#### What this task involves:
Repeat the data exactly as it stands.
BEGIN Data provided
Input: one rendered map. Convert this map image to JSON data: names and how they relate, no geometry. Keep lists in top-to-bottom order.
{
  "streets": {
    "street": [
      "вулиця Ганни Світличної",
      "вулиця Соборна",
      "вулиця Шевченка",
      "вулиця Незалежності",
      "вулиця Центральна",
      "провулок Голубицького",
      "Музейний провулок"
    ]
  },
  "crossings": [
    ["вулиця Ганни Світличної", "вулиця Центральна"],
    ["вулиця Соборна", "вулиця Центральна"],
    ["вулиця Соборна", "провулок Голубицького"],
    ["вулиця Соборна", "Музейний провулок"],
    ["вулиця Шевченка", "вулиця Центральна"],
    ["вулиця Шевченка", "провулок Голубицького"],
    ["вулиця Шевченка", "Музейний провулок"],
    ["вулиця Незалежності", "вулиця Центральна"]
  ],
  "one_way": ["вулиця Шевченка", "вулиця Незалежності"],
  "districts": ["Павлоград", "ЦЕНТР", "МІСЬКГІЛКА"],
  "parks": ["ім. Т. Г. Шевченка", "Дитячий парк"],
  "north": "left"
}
END Data provided
#### Task answer:
Input: one rendered map. Convert this map image to JSON data: names and how they relate, no geometry. Keep lists in top-to-bottom order.
{
  "streets": {
    "street": [
      "вулиця Ганни Світличної",
      "вулиця Соборна",
      "вулиця Шевченка",
      "вулиця Незалежності",
      "вулиця Центральна",
      "провулок Голубицького",
      "Музейний провулок"
    ]
  },
  "crossings": [
    ["вулиця Ганни Світличної", "вулиця Центральна"],
    ["вулиця Соборна", "вулиця Центральна"],
    ["вулиця Соборна", "провулок Голубицького"],
    ["вулиця Соборна", "Музейний провулок"],
    ["вулиця Шевченка", "вулиця Центральна"],
    ["вулиця Шевченка", "провулок Голубицького"],
    ["вулиця Шевченка", "Музейний провулок"],
    ["вулиця Незалежності", "вулиця Центральна"]
  ],
  "one_way": ["вулиця Шевченка", "вулиця Незалежності"],
  "districts": ["Павлоград", "ЦЕНТР", "МІСЬКГІЛКА"],
  "parks": ["ім. Т. Г. Шевченка", "Дитячий парк"],
  "north": "left"
}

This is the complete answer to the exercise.